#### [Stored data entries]
##############################

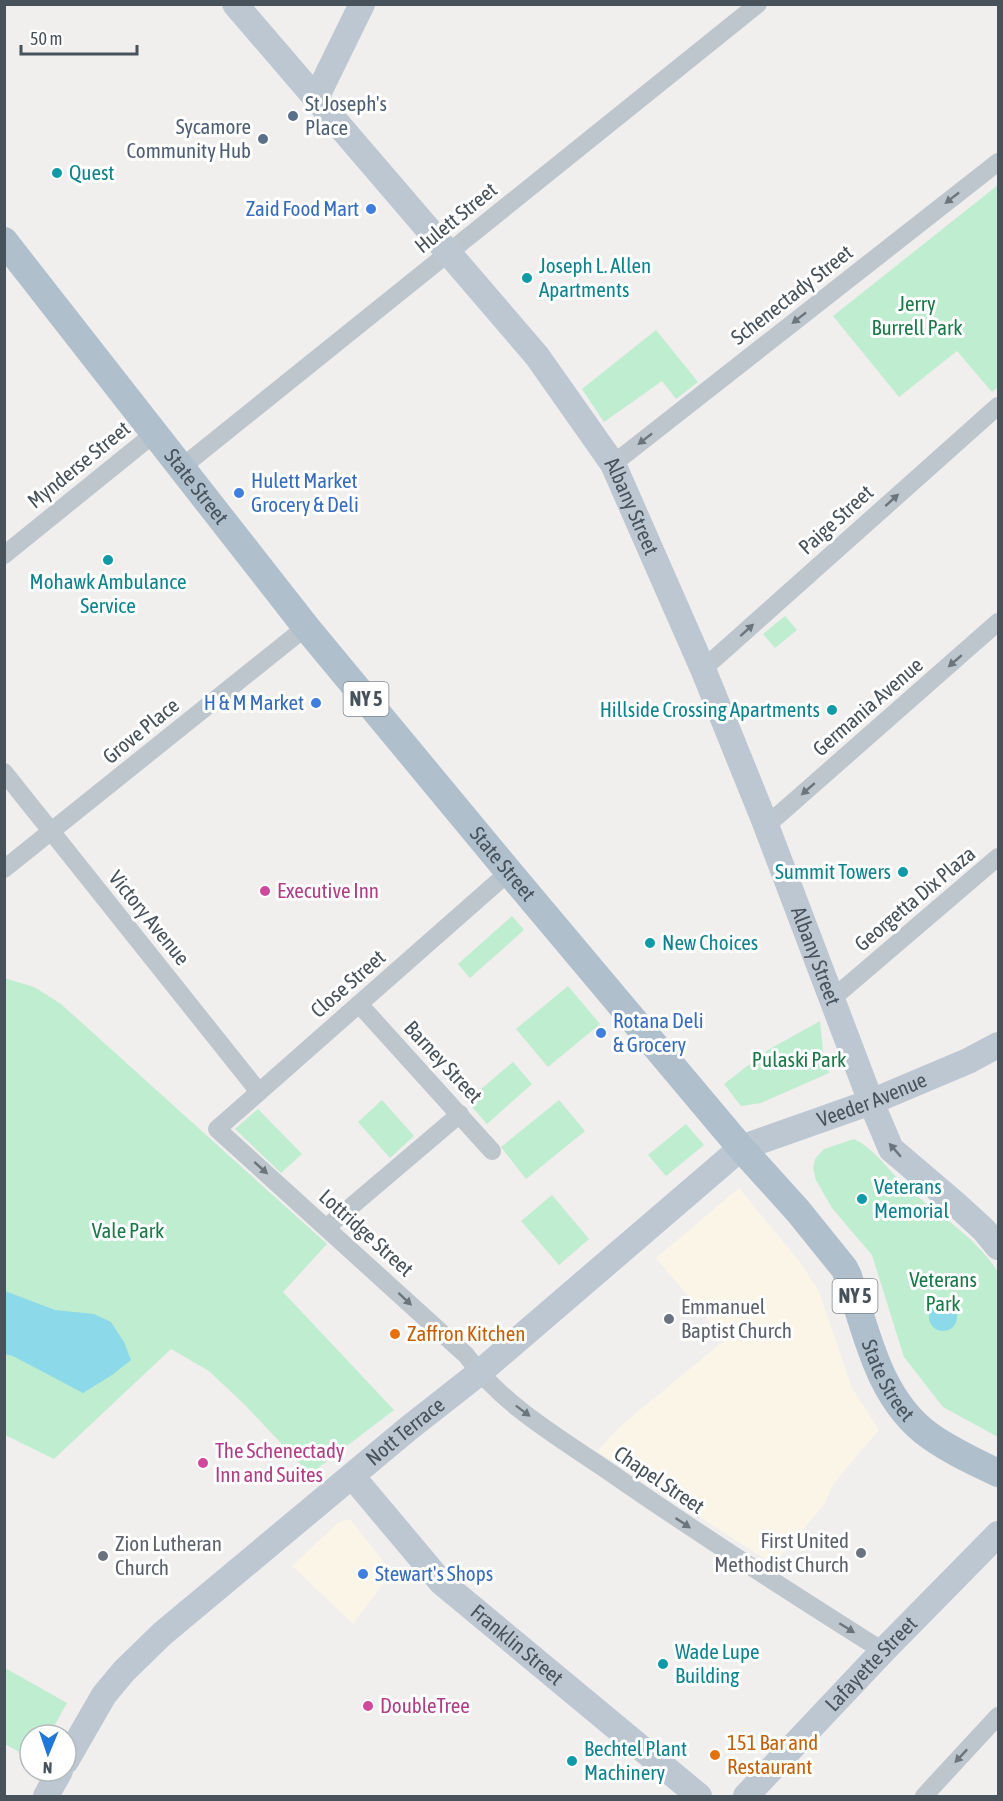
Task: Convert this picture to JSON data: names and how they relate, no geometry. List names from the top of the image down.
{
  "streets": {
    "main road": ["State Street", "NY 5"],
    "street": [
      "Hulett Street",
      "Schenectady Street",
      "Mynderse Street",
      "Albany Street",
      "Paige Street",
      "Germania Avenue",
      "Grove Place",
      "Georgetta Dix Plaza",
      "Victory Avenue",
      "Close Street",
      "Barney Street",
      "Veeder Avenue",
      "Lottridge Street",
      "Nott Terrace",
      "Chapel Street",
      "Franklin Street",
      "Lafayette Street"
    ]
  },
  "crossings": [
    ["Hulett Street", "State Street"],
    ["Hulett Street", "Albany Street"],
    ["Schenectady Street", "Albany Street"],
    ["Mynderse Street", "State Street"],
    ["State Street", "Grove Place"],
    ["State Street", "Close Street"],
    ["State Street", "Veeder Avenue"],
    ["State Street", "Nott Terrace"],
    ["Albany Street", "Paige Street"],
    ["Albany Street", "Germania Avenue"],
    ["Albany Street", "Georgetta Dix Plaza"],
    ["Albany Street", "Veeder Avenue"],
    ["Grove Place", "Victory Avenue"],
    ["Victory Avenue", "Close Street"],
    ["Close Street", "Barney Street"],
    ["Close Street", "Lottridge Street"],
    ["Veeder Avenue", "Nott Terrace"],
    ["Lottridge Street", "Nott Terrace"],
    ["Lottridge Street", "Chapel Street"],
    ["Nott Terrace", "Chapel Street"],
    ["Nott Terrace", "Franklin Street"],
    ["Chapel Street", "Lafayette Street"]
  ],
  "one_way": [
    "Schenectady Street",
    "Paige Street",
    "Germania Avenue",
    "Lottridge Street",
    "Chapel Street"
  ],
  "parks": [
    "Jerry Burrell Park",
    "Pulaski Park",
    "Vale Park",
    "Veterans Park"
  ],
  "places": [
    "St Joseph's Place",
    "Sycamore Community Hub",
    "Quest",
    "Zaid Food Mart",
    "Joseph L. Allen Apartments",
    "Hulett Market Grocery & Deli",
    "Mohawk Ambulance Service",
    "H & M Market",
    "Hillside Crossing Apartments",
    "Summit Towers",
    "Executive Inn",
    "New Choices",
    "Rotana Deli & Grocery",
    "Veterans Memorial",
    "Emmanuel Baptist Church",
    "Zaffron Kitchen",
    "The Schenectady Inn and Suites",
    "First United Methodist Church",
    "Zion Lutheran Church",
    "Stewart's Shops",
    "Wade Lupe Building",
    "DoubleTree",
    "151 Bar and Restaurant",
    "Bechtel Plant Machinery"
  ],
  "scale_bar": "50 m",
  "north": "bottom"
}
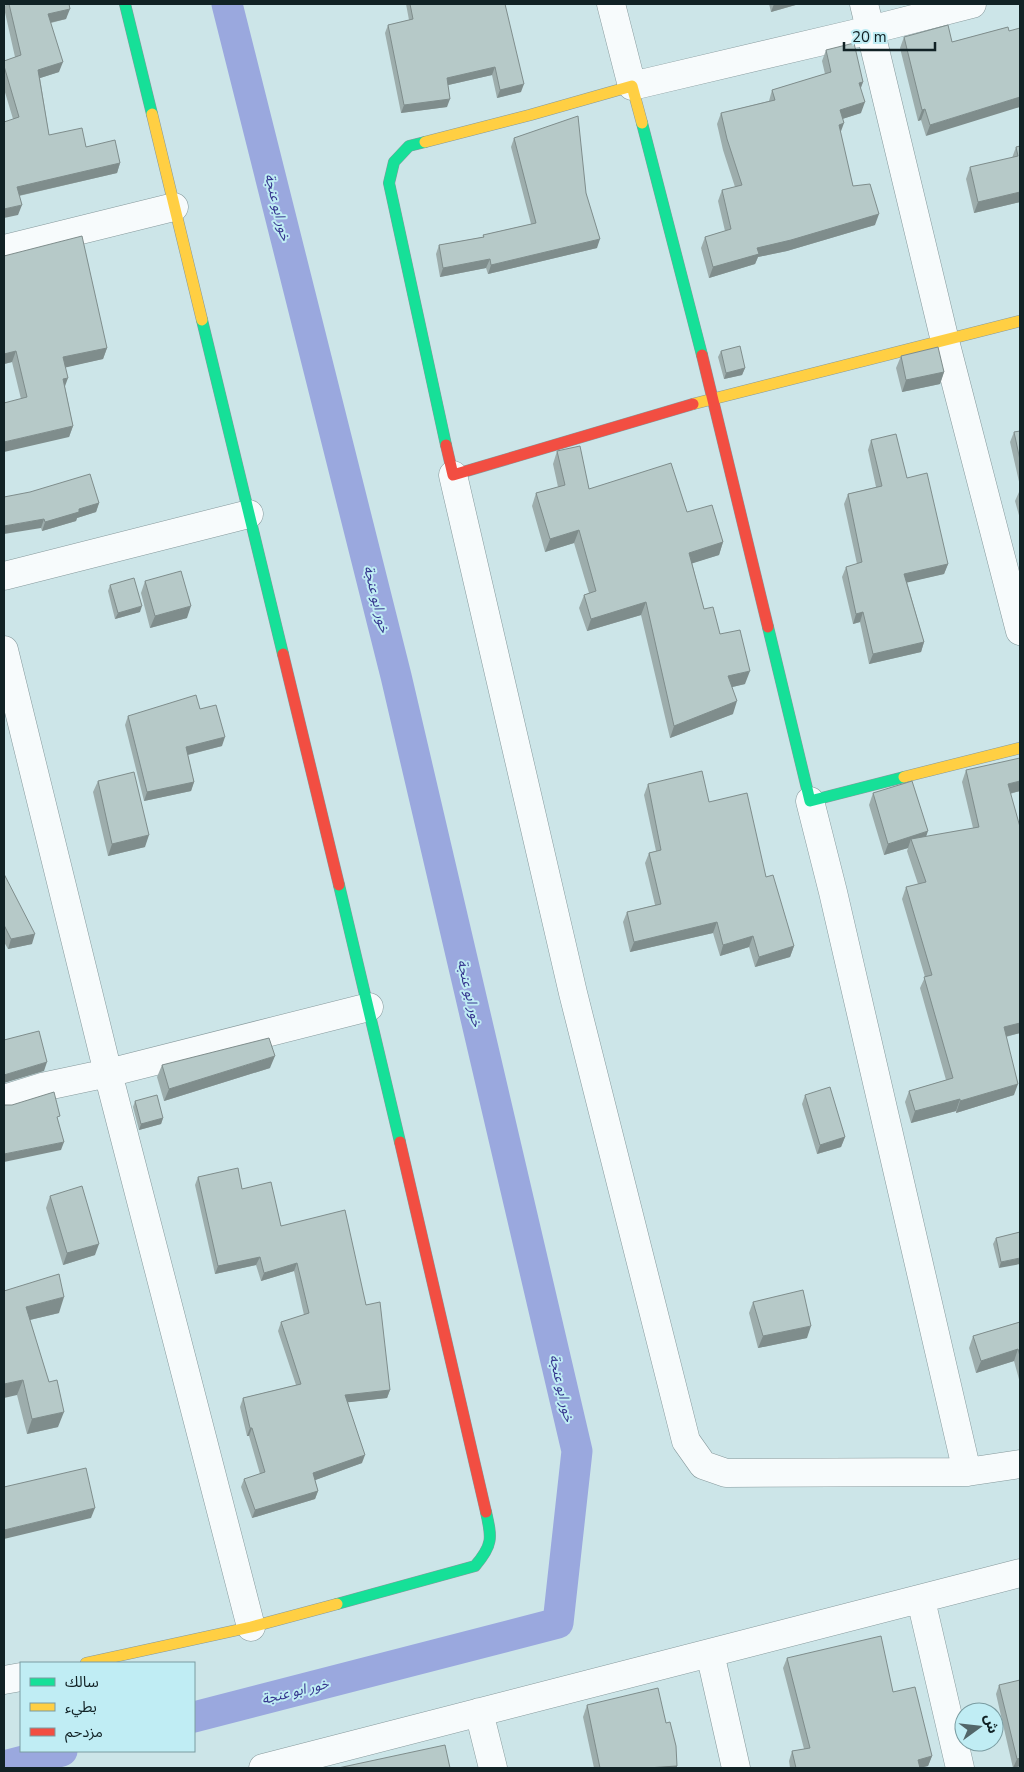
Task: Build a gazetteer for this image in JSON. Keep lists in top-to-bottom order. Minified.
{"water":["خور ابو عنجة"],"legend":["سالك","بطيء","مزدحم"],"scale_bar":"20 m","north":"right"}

##############################

#### [Task brief]
Take the line holding "Task: Build a" and all lines after it through the end of the data, and set them down exactly.

#### [Solution]
Task: Build a gazetteer for this image in JSON. Keep lists in top-to-bottom order. Minified.
{"water":["خور ابو عنجة"],"legend":["سالك","بطيء","مزدحم"],"scale_bar":"20 m","north":"right"}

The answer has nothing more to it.